Claudia Pincovski
26 May 2026 / 20 Min Read
Depending on where you live, BNPL is either a tightly supervised consumer credit product, a feature buried inside a super app, a tool for buying motorcycles at 180% APR, or something regulators have not quite figured out how to classify yet. The global numbers are impressive, but the stories developing at a regional level might be worth taking a look at as well.
Half of European consumers now use instalment or deferred payment options, but the adoption is anything but uniform. France leads at 55%, followed by Germany at 49%, with Austria and Italy in the low 40s.

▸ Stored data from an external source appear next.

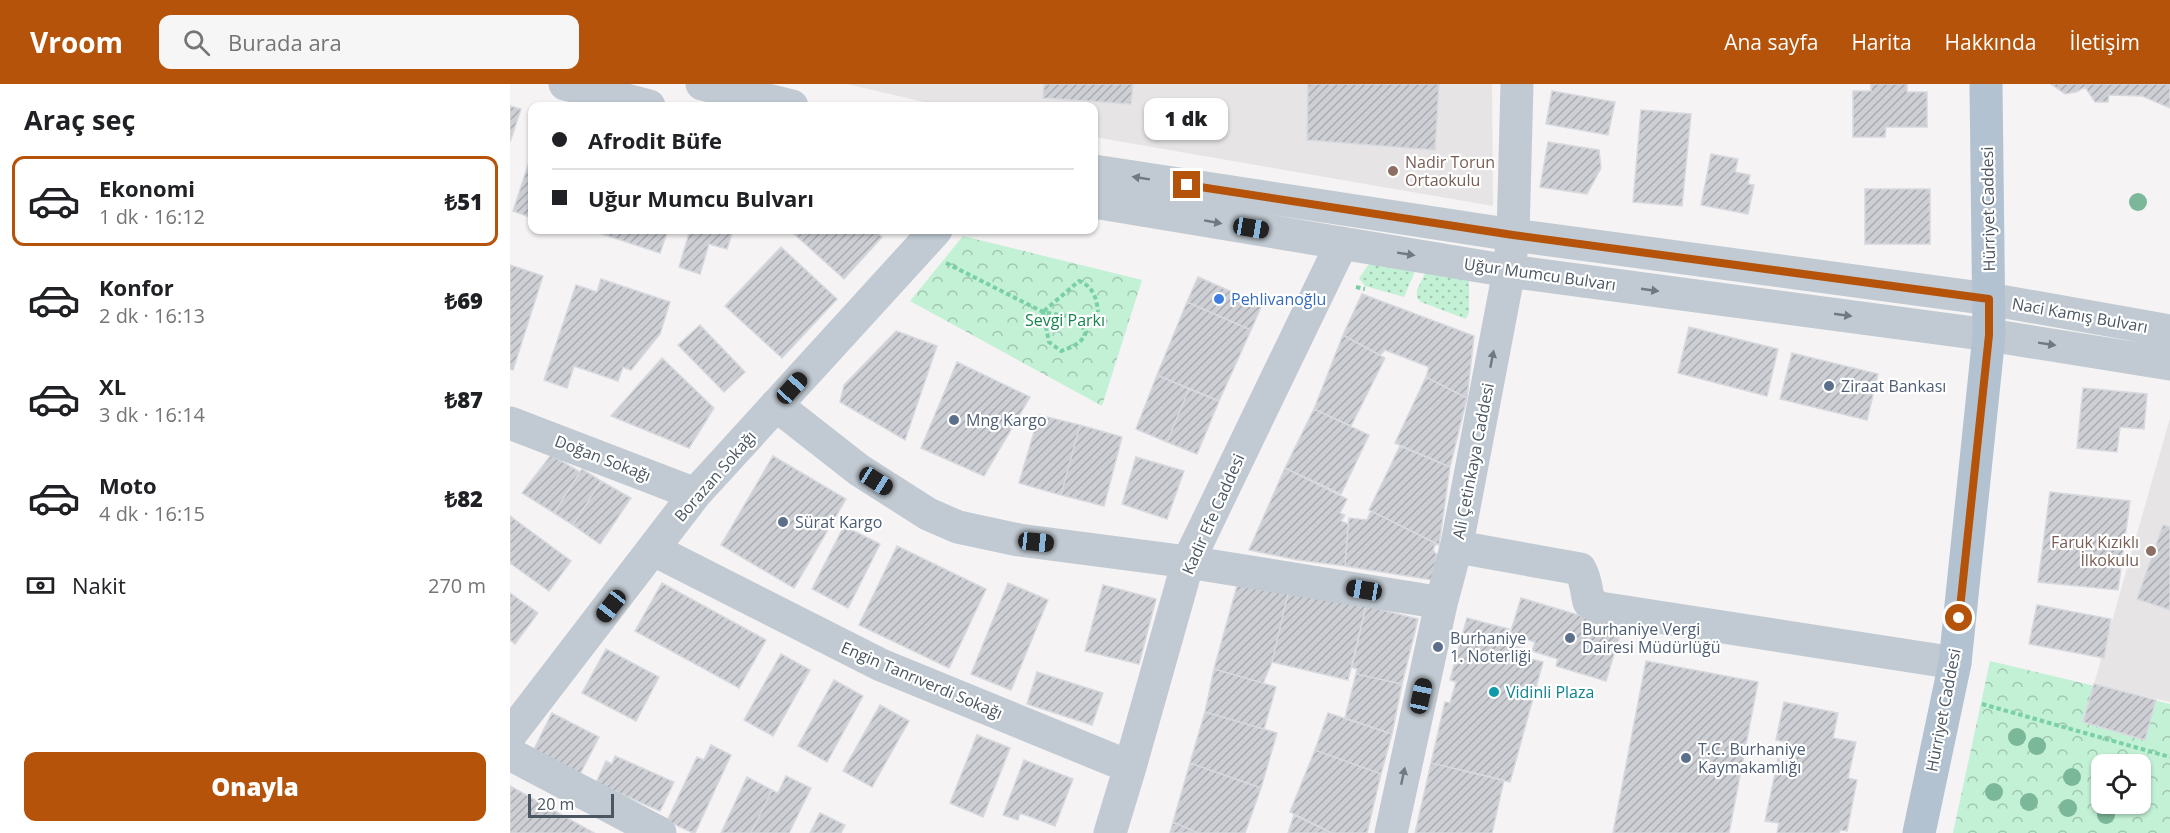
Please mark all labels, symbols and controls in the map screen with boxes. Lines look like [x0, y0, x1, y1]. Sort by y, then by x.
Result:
search box [159, 15, 579, 69]
text: Vroom [30, 23, 123, 61]
icon: search [180, 26, 213, 59]
text: Burada ara [228, 27, 342, 57]
text: Ana sayfa [1724, 28, 1818, 56]
text: Harita [1851, 28, 1912, 56]
text: Hakkında [1945, 28, 2037, 56]
text: İletişim [2070, 28, 2140, 56]
callout: 1 dk [1145, 98, 1229, 140]
text: Araç seç [24, 101, 135, 138]
text: 1 dk [1165, 105, 1207, 132]
text: Afrodit Büfe [588, 125, 722, 155]
street label: Hürriyet Caddesi [1976, 146, 2000, 272]
place label: Nadir Torun Ortaokulu [1405, 151, 1495, 191]
marker: Nadir Torun Ortaokulu [1386, 164, 1400, 178]
route end [1173, 171, 1200, 198]
text: Ekonomi [99, 173, 195, 203]
icon: car [27, 174, 81, 228]
one-way arrow [1132, 174, 1151, 183]
text: Uğur Mumcu Bulvarı [588, 183, 814, 213]
text: ₺51 [445, 186, 483, 216]
text: 1 dk · 16:12 [99, 203, 205, 230]
car [1232, 216, 1270, 240]
one-way arrow [1204, 218, 1223, 227]
one-way arrow [1396, 250, 1415, 259]
street label: Uğur Mumcu Bulvarı [1463, 252, 1617, 296]
text: Konfor [99, 272, 174, 302]
icon: car [27, 273, 81, 327]
text: ₺69 [445, 285, 483, 315]
one-way arrow [1641, 285, 1660, 294]
place label: Pehlivanoğlu [1231, 288, 1326, 310]
marker: Pehlivanoğlu [1212, 292, 1226, 306]
street label: Naci Kamış Bulvarı [2010, 292, 2150, 338]
text: 2 dk · 16:13 [99, 302, 205, 329]
park label: Sevgi Parkı [1025, 309, 1105, 331]
one-way arrow [1834, 311, 1853, 320]
one-way arrow [2038, 339, 2057, 348]
one-way arrow [1488, 350, 1497, 369]
car [773, 369, 811, 407]
text: XL [99, 371, 126, 401]
icon: car [27, 372, 81, 426]
place label: Ziraat Bankası [1841, 375, 1946, 397]
marker: Ziraat Bankası [1822, 379, 1836, 393]
street label: Ali Çetinkaya Caddesi [1447, 381, 1499, 541]
text: ₺87 [445, 384, 483, 414]
text: 3 dk · 16:14 [99, 401, 205, 428]
place label: Mng Kargo [966, 409, 1047, 431]
marker: Mng Kargo [947, 413, 961, 427]
street label: Borazan Sokağı [669, 426, 761, 526]
street label: Doğan Sokağı [552, 430, 654, 486]
street label: Kadir Efe Caddesi [1177, 450, 1249, 578]
car [856, 464, 896, 498]
text: Moto [99, 470, 157, 500]
icon: car [27, 471, 81, 525]
text: ₺82 [445, 483, 483, 513]
text: 4 dk · 16:15 [99, 500, 205, 527]
place label: Sürat Kargo [795, 511, 882, 533]
marker: Sürat Kargo [776, 515, 790, 529]
car [1017, 531, 1055, 553]
place label: Faruk Kızıklı İlkokulu [2051, 531, 2139, 571]
marker: Faruk Kızıklı İlkokulu [2144, 544, 2158, 558]
icon: cash [24, 569, 57, 602]
text: Nakit [72, 570, 126, 600]
text: 270 m [428, 572, 486, 599]
car [1345, 578, 1383, 602]
car [593, 586, 629, 626]
route start [1945, 604, 1972, 631]
place label: Burhaniye Vergi Dairesi Müdürlüğü [1582, 618, 1721, 658]
place label: Burhaniye 1. Noterliği [1450, 627, 1531, 667]
marker: Burhaniye Vergi Dairesi Müdürlüğü [1563, 631, 1577, 645]
street label: Engin Tanrıverdi Sokağı [838, 636, 1006, 724]
marker: Burhaniye 1. Noterliği [1431, 640, 1445, 654]
street label: Hürriyet Caddesi [1920, 647, 1966, 773]
car [1408, 677, 1434, 715]
place label: Vidinli Plaza [1506, 681, 1594, 703]
marker: Vidinli Plaza [1487, 685, 1501, 699]
place label: T.C. Burhaniye Kaymakamlığı [1698, 738, 1806, 778]
marker: T.C. Burhaniye Kaymakamlığı [1679, 751, 1693, 765]
button: Onayla [24, 752, 486, 821]
map controls [2091, 754, 2151, 814]
button: locate [2091, 754, 2151, 814]
one-way arrow [1399, 767, 1409, 785]
scale bar [528, 791, 614, 818]
text: 20 m [537, 793, 574, 815]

Switzerland is the outlier at just 25%. Moreover, even among frequent users, behaviour differs, with German consumers being disproportionately likely to pay monthly or even weekly, while Swiss users tend to reach for BNPL once a year or less.
On the provider side, Klarna remains the dominant pan-European player, with particularly strong reach across the Nordics, Germany, and the UK. PayPal's instalment product covers most major markets, but national champions are holding their ground in the larger economies: Oney and Floa in France, Ratepay in Germany, Scalapay in Italy, and Zinia (Santander's BNPL offering) across Spain and Germany. Besides, banks are becoming part of the picture too. For example, NatWest and Barclays, in the UK, have built instalment-conversion features directly into existing card purchases; Intesa Sanpaolo and UniCredit, in Italy, have expanded card-linked instalment options; CaixaBank, in Spain, has gone a step further and embedded split payments into Apple Pay.

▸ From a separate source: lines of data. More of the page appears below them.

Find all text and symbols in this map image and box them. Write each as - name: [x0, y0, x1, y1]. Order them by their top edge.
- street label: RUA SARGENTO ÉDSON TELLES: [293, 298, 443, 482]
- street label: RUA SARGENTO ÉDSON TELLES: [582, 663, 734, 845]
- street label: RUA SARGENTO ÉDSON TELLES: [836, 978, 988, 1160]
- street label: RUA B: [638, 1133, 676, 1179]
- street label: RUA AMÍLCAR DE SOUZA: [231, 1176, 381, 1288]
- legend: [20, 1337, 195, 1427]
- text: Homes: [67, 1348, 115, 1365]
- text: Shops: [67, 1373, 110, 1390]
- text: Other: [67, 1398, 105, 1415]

The regulatory environment is where things get really interesting. Europe is the world's most active area for BNPL regulation right now, and the rules are tightening fast. The EU's Consumer Credit Directive II, adopted in 2023 and taking full effect by November 2026, brings BNPL under standardised disclosure and affordability rules for the first time. In the UK, the FCA's new Deferred Payment Credit framework officially kicks in on 15 July 2026. France moved early: a September 2025 ordinance transposed the directive into national law, explicitly covering split and deferred payments and mandating stronger affordability checks, detailed pre-contractual disclosures, and clearer fee transparency even for short, interest-free instalments.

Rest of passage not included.